Three man-babies tucked snugly into a shared bed, AIDS staring you straight in the face, a ménage à trois of poodles, three seals chilling in the arctic, a bored woman waiting for someone to buy relics from a beauty pageant, a triangle of art-director-types sprawled across a two-page spread. In each image – animal and human – living and dead alike are facing every which way but backward. Forward is everywhere and the future is ready to be rediscovered.

This is a glimpse into the vibrant world of General Idea, the art collective made up of Jorge Zontal, Felix Partz and AA Bronson. Even though Zontal and Partz died in 1994, General Idea’s work has had a huge impact on contemporary art in North America and around the world for the past 25 years.

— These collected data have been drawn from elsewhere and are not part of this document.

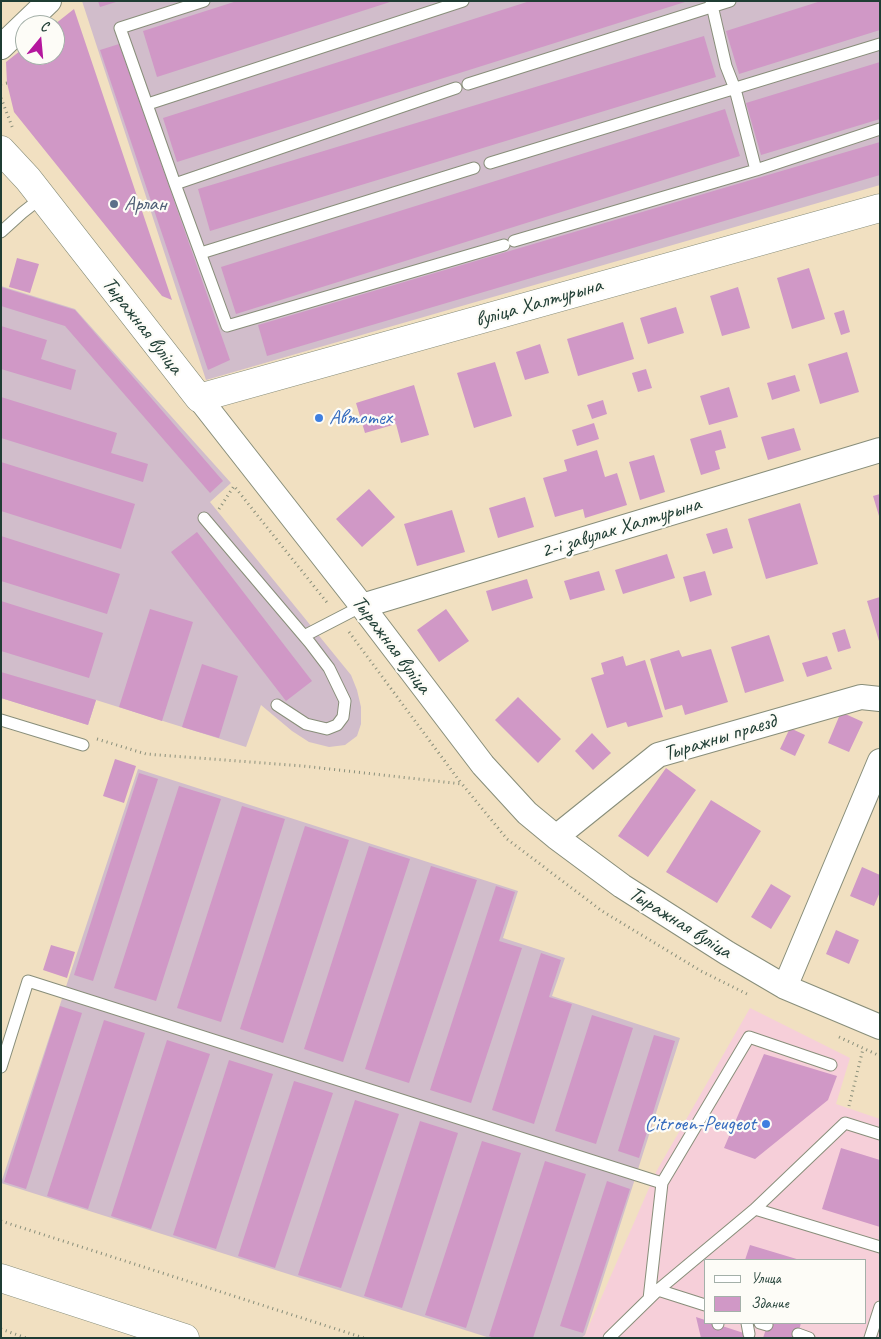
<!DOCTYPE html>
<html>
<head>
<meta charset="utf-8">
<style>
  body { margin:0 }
  #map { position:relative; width:881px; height:1339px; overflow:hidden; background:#f1e0c1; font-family:Caveat,sans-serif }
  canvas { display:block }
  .frame { position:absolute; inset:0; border:2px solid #1f3d34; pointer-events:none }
  .legend { position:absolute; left:704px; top:1259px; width:162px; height:65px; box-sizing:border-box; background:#fdfcf7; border:1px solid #a4b0a9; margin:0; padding:6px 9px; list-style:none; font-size:15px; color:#1f3d34 }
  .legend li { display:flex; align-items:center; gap:10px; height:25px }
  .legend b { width:25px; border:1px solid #a4b0a9 }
  .north { position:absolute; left:15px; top:15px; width:50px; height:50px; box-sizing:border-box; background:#fdfcf7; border:1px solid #a4b0a9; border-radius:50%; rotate:17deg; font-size:14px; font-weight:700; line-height:20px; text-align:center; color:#1f3d34 }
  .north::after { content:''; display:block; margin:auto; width:18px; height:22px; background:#b5179e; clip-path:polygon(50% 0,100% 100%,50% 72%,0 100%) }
</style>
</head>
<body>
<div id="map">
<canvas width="881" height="1339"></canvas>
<div class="frame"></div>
<ul class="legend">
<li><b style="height:6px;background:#fff"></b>Улица</li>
<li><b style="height:14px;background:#d098c6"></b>Здание</li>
</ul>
<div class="north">С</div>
</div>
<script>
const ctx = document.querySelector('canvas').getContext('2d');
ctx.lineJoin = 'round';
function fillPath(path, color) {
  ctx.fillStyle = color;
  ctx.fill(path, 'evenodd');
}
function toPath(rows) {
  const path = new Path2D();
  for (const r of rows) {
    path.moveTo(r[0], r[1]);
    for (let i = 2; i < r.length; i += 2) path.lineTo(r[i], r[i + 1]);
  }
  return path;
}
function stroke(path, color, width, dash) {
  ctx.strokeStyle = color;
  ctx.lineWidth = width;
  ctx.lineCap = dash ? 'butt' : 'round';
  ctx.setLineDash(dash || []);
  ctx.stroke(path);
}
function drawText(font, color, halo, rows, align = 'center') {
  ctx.font = font + ' Caveat,sans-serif';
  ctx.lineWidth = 4.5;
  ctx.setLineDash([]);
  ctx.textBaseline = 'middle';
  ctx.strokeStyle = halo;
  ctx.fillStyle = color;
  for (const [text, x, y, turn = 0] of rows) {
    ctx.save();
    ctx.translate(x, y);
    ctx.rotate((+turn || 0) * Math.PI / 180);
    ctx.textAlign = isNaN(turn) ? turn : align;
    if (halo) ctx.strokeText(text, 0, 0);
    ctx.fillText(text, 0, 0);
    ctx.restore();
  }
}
const built = toPath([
  [750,1008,850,1058,836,1104,880,1119,880,1338,581,1338,585,1335,656,1172],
  [705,1260,865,1260,865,1323,705,1323]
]);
const industrial = toPath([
  [82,1,880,1,880,185,206,380],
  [1,286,75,309,231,483,210,502,351,675,357,690,361,707,361,724,357,736,345,745,329,747,309,742,292,731,261,705,246,747,96,700,88,725,1,698],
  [138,769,518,891,503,938,565,958,552,996,680,1038,585,1335,581,1338,490,1338,1,1183]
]);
const building = toPath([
  [98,1,116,1,116,2,100,7],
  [237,1,390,1,390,2,157,77,143,31],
  [530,1,685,2,177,162,163,118],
  [821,1,880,1,880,30,739,74,726,31],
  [74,9,172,300,162,296,14,112,7,83,6,62,25,47,25,55,55,55,55,24],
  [704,36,716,77,210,231,198,189],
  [119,44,230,360,208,370,100,50],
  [880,62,880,119,761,155,746,103],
  [725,109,740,156,236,314,221,267],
  [880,142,880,175,267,356,258,325],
  [17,258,39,264,30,293,9,287],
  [809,268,825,319,792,329,777,278],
  [1,287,75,310,223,481,210,493,65,326,1,306],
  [738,287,750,328,722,336,710,296],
  [676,307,684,333,648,344,640,318],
  [844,310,850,332,841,335,834,313],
  [623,322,634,359,578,376,567,339],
  [1,326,47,340,41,359,76,370,71,390,1,369],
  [540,344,549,373,525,380,516,352],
  [847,352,859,392,820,404,808,364],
  [495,362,512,416,474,428,457,373],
  [646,369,652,388,638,392,632,373],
  [795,375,800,391,772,400,767,383],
  [414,385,429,435,401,443,396,424,365,433,356,403],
  [729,387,738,417,709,425,700,396],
  [1,397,117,433,111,453,148,464,143,482,1,438],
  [603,400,607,414,592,419,587,405],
  [594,423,599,439,577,446,572,430],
  [794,428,801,450,768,460,761,437],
  [721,430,726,448,715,451,720,469,701,475,690,439],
  [597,450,605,477,617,473,627,505,585,518,583,509,555,517,543,478,567,471,564,460],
  [654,455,665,492,640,500,629,462],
  [1,462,135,504,121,549,1,511],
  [369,489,395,517,362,547,336,519],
  [880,494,880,516,879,516,873,496],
  [525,497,534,527,498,538,489,508],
  [800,503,818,564,766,579,748,519],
  [452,510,465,552,417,566,404,524],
  [727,528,733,548,713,554,706,534],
  [197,532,312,681,286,701,171,552],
  [1,536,120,574,107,614,1,581],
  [667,554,675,578,623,594,615,570],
  [599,571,605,590,570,600,564,581],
  [705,571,712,595,690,602,683,577],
  [527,579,533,598,492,611,486,591],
  [880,597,880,641,879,641,867,601],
  [1,601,103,633,89,678,1,651],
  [150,609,193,622,162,721,119,707],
  [446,609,469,641,439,662,417,630],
  [845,629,851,648,838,652,832,633],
  [769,635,784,681,745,693,731,647],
  [711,649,728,702,685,715,682,705,665,710,650,659,679,650,682,657],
  [623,656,626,666,645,660,663,717,628,727,626,722,607,728,591,678,604,674,601,663],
  [827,656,832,669,807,677,802,663],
  [202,664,238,676,219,738,182,727],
  [1,672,96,700,88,725,1,698],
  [518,697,561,739,538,763,495,720],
  [841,712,863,722,849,752,828,743],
  [790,728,805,735,795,756,780,749],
  [592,733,611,753,593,770,575,751],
  [115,759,136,766,124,803,103,796],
  [666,768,696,790,648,857,618,836],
  [139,773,158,779,93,981,74,975],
  [179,786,221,799,156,1001,114,988],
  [711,800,761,831,717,903,666,872],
  [242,806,285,819,221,1022,177,1008],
  [305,826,349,840,283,1043,240,1029],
  [369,846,410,859,343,1062,304,1049],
  [431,866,477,880,409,1083,365,1069],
  [862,867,880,875,880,892,874,906,850,896],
  [771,884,791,896,771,929,751,917],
  [496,886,515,892,499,941,522,948,471,1103,430,1090],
  [836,930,859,940,849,964,826,954],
  [51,945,75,952,67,978,43,970],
  [541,953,561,960,549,997,572,1004,534,1124,492,1110],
  [60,1006,82,1013,26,1189,4,1182],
  [592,1015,633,1028,596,1144,555,1131],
  [104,1020,145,1033,88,1209,47,1196],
  [654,1035,675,1041,639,1158,618,1151],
  [167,1040,210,1054,151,1229,111,1216],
  [764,1054,837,1076,828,1100,755,1159,724,1148],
  [229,1060,273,1074,216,1249,173,1235],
  [294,1081,333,1093,275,1268,238,1256],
  [355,1100,399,1114,341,1288,298,1275],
  [420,1121,458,1133,402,1308,364,1296],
  [482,1141,521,1153,466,1328,425,1315],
  [841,1148,880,1160,880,1227,822,1209],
  [545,1161,586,1174,533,1338,494,1338,489,1336],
  [607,1181,630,1189,583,1333,560,1326],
  [750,1245,800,1260,745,1260],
  [696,1317,705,1320,705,1323,713,1323,759,1338,701,1338],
  [768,1323,801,1323,797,1338,763,1338]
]);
const path = toPath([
  [1,84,7,83],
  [1,98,13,129],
  [219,509,234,486,329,605],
  [349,632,461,783],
  [97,739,146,754,303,766,462,784,507,839,602,911,701,971,747,994],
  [839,1037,880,1056],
  [849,1106,863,1049],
  [1,1221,364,1338],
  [1,1329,26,1338]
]);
const service = toPath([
  [204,1,120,28,175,184,227,326,504,245],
  [711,1,726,66,735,89,756,170],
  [468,84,730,1],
  [148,104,463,1],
  [490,163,880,44],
  [175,184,456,88],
  [1,232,22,213,41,198],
  [514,241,756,170,880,129],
  [201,253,474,168],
  [204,518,310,643,329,668,345,701,343,717,337,725,327,729,306,724,277,705],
  [304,636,362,606],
  [1,720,83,745],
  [1,1067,28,981,662,1183,649,1299],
  [662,1183,749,1037,831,1065],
  [755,1209,845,1123,880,1134],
  [658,1290,705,1305],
  [718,1323,718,1324],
  [747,1323,749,1334],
  [760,1323,767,1325],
  [798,1334,809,1338],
  [609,1338,658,1290,755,1209,880,1247],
  [870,1338,880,1307]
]);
const minor = toPath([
  [1,47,49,1],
  [199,398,362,606,483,765,527,813,556,837,622,886,727,953,785,987,880,1027],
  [362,606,880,450],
  [556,837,658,755,861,697,880,699],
  [785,987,880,761]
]);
const tertiary = toPath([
  [1,150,28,179,199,398,880,208]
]);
const secondary = toPath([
  [1,1278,185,1338]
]);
const markers = [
  [114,204,5,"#5c6f8a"],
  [319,418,5,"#3f7fe0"],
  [766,1124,5,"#3f7fe0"]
];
const serviceNames = [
  ["Арлан",124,204]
];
const streetNames = [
  ["вуліца Халтурына",539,303,-16],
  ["Тыражная вуліца",142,326,52],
  ["2-і завулак Халтурына",621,528,-17],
  ["Тыражная вуліца",391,645,53],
  ["Тыражны праезд",720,738,-17],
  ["Тыражная вуліца",680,923,32]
];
const shopNames = [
  ["Автотех",329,418],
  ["Citroen-Peugeot",756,1124,"right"]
];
fillPath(built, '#f6cfd9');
fillPath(industrial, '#d1bdcb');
fillPath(building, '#d098c6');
stroke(service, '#888e7a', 13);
stroke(minor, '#888e7a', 26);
stroke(tertiary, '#888e7a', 29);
stroke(secondary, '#888e7a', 29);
stroke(path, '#888e7a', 3, [1, 4]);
stroke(service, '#fff', 11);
stroke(minor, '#fff', 24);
stroke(tertiary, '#fff', 28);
stroke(secondary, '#fff', 28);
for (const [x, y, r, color] of markers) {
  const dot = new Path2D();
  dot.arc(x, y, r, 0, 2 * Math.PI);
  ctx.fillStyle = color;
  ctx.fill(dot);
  stroke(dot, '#fdfcf7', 2);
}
drawText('21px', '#4e5e75', '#fdfcf7', serviceNames, 'left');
drawText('21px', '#1f3d34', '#fdfcf7', streetNames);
drawText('21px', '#366cbe', '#fdfcf7', shopNames, 'left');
</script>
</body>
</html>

Haute Culture: General Idea, Une Rétrospective, 1969-1994 opened in Paris on Feb 11 at the Musee d’Art Moderne de la Ville de Paris/ARC. Running until the end of April, the 300-work show is curated by Odile Burluraux and Frederic Bonnet.

The exhibit came largely from a sense of urgency, “to show General Idea’s power in questioning and transgressing contemporary social and visual rules, as well as anticipating so many aspects of today’s art world,” says Bonnet.

Glamour as a creative tool, sexuality in society, architecture, and AIDS are all explored in this retrospective. The show includes highlights from General Idea’s File Magazine, works from the Miss General Idea Pavilion, and pieces focused on AIDS.

Haute Culture is not just about looking back, it’s about looking ahead. Bonnet and Burluraux break the timeline, organizing works thematically. They’ve created, in Bronson’s words, “A kind of giddiness, an overabundance of forms, gestures, and images, which is quite provocative.”

Interest in General Idea, aside from this retrospective, is enjoying a renaissance. Many of the group’s pieces are on view at The Museum of Modern Art in New York, and the group’s AIDS wallpaper, a reconfiguring of Robert Indiana’s Love, recently won first prize at the Estonian Print Biennial.

The resurgence of attention extends to Bronson’s solo work as well. Prints of his photo Felix, June 5th, 1994 hang at both the Whitney and the National Portrait Gallery (NPG) in Washington.

Readers may know Bronson has asked that Felix be removed from display at the NPG after the gallery censored fellow artist David Wojnarowicz.

Bronson was awarded the Chevalier des Arts et des Lettres from the French government earlier in February, an honour that recognizes profound impact on French culture.

 

Amid all the celebration and prestige, Bronson says Haute Culture is also an, “extended memorial; every work brings memories, and so my body has been grieving. By the time of the opening I was using a cane.”

Bronson knows that a person’s legacy carries on after their death. In an essay written about collaboration in February for Artforum, he wrote, “I continue to collaborate, however, with younger artists – of several generations – as a mentor and sage. I am supported in this endeavour by Jorge and Felix: I have come to recognize that we are a community of the living and the dead.”

Haute Culture marks not merely a career now complete, a fin de siècle, it is also the beginning of a new cycle, one in which General Idea’s work will continue to find new audiences, new meanings, and new ways to inspire.